Sample preparation and MS analysis

The microdissected samples were resuspended with 5 μL lysis buffer and were sonicated for 3 min using a contactless high intensity ultrasonic processor (Scientz) and then were incubated at 95 °C for 5 min. Protein digestion was performed overnight at 37 °C after adding 1 μL of 50 ng trypsin. The peptides were desalted using C18 Zip Tips according to the manufacturer’s instructions and then dried for further MS analysis.

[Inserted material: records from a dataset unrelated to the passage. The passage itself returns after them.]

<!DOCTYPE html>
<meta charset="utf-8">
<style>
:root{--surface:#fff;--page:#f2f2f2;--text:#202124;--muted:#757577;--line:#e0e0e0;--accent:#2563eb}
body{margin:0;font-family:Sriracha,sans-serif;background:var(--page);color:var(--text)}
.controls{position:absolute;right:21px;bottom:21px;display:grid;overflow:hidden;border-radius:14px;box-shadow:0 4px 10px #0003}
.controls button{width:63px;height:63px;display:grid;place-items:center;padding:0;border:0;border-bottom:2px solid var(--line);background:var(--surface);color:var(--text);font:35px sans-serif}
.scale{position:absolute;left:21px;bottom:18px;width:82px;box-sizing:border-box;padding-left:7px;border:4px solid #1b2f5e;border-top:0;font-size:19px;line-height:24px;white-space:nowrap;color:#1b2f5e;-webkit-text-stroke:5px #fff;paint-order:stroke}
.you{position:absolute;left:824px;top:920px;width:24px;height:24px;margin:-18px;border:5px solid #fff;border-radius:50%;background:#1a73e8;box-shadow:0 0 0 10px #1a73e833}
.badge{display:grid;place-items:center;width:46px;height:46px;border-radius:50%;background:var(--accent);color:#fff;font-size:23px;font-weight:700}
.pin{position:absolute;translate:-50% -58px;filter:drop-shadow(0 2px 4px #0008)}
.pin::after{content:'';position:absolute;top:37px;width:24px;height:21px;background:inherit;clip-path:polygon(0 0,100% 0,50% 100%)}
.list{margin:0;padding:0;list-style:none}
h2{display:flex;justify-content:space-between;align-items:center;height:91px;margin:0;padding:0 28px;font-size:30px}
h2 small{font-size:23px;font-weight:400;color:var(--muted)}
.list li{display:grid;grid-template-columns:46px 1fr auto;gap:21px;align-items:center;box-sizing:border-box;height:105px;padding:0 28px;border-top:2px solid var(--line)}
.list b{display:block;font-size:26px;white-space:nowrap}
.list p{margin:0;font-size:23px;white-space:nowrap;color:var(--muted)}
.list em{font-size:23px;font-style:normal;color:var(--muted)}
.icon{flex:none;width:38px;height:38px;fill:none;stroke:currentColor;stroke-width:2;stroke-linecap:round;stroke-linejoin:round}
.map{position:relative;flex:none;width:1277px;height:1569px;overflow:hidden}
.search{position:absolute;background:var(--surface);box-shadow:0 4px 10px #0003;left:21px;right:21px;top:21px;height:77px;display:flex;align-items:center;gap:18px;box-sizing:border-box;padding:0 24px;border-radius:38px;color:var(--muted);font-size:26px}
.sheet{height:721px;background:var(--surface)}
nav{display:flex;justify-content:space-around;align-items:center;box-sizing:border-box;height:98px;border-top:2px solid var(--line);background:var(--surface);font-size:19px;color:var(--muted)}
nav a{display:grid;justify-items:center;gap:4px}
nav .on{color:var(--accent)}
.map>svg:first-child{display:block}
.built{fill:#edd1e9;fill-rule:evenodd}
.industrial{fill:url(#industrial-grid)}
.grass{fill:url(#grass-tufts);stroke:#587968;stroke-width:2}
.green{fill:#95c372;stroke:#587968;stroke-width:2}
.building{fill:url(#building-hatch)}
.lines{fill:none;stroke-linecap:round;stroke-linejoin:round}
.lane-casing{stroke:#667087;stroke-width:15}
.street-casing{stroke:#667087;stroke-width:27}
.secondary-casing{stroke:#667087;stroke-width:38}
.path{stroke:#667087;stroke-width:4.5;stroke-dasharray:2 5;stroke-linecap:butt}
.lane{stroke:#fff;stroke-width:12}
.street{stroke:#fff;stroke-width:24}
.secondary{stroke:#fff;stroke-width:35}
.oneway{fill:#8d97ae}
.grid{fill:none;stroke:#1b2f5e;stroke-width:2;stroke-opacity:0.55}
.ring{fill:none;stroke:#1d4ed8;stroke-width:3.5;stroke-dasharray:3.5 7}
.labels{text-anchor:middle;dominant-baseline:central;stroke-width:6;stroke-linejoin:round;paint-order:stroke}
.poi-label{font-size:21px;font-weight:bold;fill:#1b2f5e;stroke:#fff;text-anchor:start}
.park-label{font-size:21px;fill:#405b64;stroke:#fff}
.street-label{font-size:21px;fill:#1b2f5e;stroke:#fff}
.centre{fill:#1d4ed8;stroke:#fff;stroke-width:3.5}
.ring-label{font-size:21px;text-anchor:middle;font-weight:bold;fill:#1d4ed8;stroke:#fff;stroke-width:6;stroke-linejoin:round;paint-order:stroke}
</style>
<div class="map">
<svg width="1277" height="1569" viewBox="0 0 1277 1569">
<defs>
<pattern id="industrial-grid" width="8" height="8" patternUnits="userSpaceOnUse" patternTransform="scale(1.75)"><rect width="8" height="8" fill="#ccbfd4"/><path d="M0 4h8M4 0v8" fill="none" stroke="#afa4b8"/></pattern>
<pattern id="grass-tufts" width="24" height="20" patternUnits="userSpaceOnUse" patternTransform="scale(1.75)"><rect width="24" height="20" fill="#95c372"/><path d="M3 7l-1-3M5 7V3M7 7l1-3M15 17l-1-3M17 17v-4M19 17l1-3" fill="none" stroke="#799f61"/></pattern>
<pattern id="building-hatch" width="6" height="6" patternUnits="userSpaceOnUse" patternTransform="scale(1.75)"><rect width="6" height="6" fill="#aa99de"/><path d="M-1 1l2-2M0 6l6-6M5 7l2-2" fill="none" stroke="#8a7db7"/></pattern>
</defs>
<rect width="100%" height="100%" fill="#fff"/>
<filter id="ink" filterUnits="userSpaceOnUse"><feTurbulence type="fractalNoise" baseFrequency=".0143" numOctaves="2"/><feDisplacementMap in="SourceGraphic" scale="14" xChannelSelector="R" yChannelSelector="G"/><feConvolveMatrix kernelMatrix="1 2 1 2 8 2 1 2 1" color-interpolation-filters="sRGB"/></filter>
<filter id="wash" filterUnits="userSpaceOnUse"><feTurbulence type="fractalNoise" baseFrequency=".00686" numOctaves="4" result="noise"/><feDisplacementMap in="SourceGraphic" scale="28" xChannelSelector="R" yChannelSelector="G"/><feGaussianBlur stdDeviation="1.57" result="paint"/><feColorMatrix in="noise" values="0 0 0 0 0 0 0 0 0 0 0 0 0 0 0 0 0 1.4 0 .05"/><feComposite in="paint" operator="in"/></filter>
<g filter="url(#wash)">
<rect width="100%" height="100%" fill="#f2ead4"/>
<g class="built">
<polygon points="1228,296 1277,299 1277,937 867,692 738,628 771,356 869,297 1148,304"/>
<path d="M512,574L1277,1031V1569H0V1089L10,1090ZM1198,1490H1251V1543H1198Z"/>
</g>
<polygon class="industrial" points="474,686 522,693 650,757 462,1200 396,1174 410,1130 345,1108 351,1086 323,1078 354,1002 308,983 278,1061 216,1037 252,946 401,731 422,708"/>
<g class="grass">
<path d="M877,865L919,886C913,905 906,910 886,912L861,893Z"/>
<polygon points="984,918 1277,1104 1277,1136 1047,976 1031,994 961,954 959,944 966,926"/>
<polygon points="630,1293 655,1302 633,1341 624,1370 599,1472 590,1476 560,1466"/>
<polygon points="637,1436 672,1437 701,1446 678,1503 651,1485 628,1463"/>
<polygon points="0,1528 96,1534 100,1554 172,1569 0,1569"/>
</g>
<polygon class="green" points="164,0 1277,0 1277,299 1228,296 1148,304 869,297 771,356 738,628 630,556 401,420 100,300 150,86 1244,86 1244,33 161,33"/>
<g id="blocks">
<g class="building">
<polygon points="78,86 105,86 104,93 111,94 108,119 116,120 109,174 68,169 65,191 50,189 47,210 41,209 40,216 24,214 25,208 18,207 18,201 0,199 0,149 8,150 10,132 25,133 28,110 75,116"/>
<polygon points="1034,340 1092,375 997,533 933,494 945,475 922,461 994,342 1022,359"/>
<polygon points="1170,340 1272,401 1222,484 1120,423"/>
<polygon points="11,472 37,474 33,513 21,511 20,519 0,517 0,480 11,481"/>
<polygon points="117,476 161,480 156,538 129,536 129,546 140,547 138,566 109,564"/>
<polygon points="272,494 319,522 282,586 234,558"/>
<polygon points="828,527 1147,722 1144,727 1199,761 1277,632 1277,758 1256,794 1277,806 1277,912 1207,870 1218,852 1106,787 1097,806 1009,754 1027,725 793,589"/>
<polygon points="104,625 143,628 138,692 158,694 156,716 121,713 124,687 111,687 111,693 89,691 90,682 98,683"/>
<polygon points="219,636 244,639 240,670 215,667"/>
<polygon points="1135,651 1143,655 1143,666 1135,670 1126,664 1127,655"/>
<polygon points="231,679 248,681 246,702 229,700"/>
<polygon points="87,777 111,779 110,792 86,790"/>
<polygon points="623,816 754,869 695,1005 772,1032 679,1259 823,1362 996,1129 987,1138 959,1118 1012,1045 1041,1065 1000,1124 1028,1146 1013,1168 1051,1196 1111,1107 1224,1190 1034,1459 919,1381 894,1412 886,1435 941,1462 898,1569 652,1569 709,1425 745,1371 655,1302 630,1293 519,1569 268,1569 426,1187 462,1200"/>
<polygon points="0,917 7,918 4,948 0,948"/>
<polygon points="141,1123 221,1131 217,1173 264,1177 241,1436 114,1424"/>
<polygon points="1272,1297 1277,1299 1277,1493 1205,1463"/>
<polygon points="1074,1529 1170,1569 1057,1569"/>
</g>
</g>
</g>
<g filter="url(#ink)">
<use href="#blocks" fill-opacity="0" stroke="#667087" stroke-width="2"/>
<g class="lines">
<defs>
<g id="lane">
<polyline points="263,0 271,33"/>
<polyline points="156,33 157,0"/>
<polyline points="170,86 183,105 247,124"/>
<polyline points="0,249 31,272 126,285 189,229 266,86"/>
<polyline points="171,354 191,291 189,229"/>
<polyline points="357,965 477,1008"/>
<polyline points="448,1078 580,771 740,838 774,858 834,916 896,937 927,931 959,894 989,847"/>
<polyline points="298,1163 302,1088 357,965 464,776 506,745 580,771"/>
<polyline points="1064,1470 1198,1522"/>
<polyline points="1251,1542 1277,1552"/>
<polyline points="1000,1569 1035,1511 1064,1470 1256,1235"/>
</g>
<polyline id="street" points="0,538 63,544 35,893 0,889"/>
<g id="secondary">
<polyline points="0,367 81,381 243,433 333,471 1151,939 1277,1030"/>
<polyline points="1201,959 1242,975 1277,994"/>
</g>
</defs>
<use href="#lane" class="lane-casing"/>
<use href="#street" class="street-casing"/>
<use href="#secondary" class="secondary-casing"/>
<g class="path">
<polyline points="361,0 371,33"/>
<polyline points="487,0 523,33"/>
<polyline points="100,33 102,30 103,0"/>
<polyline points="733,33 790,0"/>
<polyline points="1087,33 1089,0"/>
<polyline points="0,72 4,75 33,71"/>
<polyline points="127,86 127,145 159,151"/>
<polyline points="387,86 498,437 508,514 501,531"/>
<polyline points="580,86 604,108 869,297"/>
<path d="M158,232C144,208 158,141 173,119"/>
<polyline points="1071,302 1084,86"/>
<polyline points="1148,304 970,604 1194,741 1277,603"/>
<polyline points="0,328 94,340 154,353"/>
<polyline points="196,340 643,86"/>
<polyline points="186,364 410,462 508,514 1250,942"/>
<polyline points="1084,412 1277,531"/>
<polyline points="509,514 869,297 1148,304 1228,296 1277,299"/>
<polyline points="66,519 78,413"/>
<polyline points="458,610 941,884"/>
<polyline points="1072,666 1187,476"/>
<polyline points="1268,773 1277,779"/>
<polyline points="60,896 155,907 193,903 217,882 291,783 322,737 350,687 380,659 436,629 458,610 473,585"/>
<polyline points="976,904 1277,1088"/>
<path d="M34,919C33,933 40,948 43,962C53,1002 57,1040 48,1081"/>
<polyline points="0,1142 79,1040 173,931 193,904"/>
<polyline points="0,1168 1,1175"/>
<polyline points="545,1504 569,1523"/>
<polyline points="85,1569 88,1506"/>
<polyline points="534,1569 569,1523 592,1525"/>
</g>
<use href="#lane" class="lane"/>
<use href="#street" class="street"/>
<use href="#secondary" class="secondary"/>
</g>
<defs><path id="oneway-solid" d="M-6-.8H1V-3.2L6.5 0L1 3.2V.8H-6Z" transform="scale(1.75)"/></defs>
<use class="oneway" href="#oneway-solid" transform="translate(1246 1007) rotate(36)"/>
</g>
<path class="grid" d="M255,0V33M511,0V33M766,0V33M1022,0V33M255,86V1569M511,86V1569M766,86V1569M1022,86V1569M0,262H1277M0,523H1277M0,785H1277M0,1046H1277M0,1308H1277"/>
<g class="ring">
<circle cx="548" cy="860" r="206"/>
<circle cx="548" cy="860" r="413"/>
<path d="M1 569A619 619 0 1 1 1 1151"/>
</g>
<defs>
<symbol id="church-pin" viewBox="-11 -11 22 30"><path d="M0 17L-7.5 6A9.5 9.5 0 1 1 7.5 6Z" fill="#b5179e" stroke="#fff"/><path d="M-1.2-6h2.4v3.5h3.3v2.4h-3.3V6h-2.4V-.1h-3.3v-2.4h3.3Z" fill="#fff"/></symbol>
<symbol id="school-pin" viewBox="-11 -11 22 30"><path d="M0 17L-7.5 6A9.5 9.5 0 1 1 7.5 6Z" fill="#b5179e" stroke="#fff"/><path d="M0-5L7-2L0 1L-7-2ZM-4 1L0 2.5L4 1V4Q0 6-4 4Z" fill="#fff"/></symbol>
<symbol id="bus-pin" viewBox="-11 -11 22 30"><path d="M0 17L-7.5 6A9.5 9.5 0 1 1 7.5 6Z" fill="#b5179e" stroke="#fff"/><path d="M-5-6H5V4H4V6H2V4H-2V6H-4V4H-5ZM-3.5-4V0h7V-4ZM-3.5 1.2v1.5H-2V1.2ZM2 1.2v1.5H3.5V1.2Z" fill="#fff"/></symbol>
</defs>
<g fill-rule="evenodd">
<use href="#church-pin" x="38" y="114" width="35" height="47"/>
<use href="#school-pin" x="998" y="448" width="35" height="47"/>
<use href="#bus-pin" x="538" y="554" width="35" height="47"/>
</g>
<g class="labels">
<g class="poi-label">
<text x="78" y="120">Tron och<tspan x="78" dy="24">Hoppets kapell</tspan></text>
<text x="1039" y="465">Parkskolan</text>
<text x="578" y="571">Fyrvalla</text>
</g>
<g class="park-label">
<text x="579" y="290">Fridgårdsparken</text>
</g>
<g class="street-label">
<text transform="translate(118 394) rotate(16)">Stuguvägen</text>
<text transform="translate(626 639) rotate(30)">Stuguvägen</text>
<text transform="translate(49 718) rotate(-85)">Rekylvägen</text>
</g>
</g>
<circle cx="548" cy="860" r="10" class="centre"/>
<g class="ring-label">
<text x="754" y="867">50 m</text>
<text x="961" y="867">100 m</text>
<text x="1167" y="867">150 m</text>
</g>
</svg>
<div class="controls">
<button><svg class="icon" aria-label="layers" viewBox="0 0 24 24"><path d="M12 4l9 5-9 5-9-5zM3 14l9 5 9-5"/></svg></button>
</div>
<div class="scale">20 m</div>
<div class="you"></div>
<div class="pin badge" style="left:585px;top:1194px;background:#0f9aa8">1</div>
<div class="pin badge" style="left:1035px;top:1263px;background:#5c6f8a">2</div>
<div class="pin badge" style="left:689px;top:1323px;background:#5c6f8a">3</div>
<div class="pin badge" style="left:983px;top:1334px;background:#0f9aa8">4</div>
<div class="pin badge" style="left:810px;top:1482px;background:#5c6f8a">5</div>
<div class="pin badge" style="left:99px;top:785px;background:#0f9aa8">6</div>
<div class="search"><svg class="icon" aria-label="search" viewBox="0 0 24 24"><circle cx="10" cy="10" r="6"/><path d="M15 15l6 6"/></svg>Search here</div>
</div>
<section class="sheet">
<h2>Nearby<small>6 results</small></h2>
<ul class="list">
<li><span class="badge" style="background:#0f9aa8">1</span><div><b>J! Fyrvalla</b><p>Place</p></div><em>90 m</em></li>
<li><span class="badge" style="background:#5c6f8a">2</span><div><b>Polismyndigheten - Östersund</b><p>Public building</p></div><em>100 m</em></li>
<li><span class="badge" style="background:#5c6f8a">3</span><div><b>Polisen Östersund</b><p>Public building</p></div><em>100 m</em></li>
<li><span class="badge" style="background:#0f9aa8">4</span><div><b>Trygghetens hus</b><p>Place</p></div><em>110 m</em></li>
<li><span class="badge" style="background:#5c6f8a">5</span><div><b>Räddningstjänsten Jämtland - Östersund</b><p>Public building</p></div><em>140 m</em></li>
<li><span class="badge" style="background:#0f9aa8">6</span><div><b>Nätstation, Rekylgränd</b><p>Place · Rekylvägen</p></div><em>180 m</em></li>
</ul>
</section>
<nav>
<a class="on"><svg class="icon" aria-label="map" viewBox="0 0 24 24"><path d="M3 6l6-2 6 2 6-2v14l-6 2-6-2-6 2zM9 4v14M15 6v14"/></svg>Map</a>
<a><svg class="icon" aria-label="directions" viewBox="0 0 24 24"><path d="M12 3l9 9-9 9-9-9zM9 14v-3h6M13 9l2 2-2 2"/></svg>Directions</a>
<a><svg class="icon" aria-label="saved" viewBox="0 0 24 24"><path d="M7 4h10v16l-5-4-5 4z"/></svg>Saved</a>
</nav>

Spatial proteomic analysis was performed by PTM biolabs. The tryptic peptides were dissolved in solvent A, directly loaded onto a home-made reversed-phase analytical column (25-cm length, 100 μm i.d.). The mobile phase consisted of solvent A (0.1% formic acid, 2% acetonitrile/in water) and solvent B (0.1% formic acid, 90% acetonitrile/in water). Peptides were separated with the following gradient: 0–1.6 min, 4%–22.5%B;1.6–2.0 min, 22.5%–35%B;2.0–2.1 min, 35.0%–35.1%B;2.1–2.3 min, 35.1%B;2.3–9.2 min, 35.1%–35.2%B;9.2–9.6 min, 35.2%–55.0%B;9.6–10.1 min, 55.0%–99.0%B;10.1–12.0 min, 99%B, and all at a constant flow rate of 200 nL/min on a Vanquish Neo UPLC system (ThermoFisher Scientific). The separated peptides were analyzed in Orbitrap Astral with a nano-electrospray ion source. The electrospray voltage applied was 1900 V. Precursors were analyzed at the Orbitrap detector, and the fragments were analyzed at the Astral detector. The full MS scan resolution was set to 240,000 for a scan range of 400–800 m/z. The MS/MS scan was fixed first mass as 150.0 m/z at a resolution of 80,000. The HCD fragmentation was performed at a normalized collision energy of 25%. Automatic gain control target was set at 800%, with a maximum injection time of 15 ms.

Statistical analysis

Statistical analysis was performed using GraphPad Prism 9.2. Comparisons were assessed using Student’s t-test or one-way ANOVA where appropriate. Data are presented as means ± SD. P < 0.05 was considered statistically significant.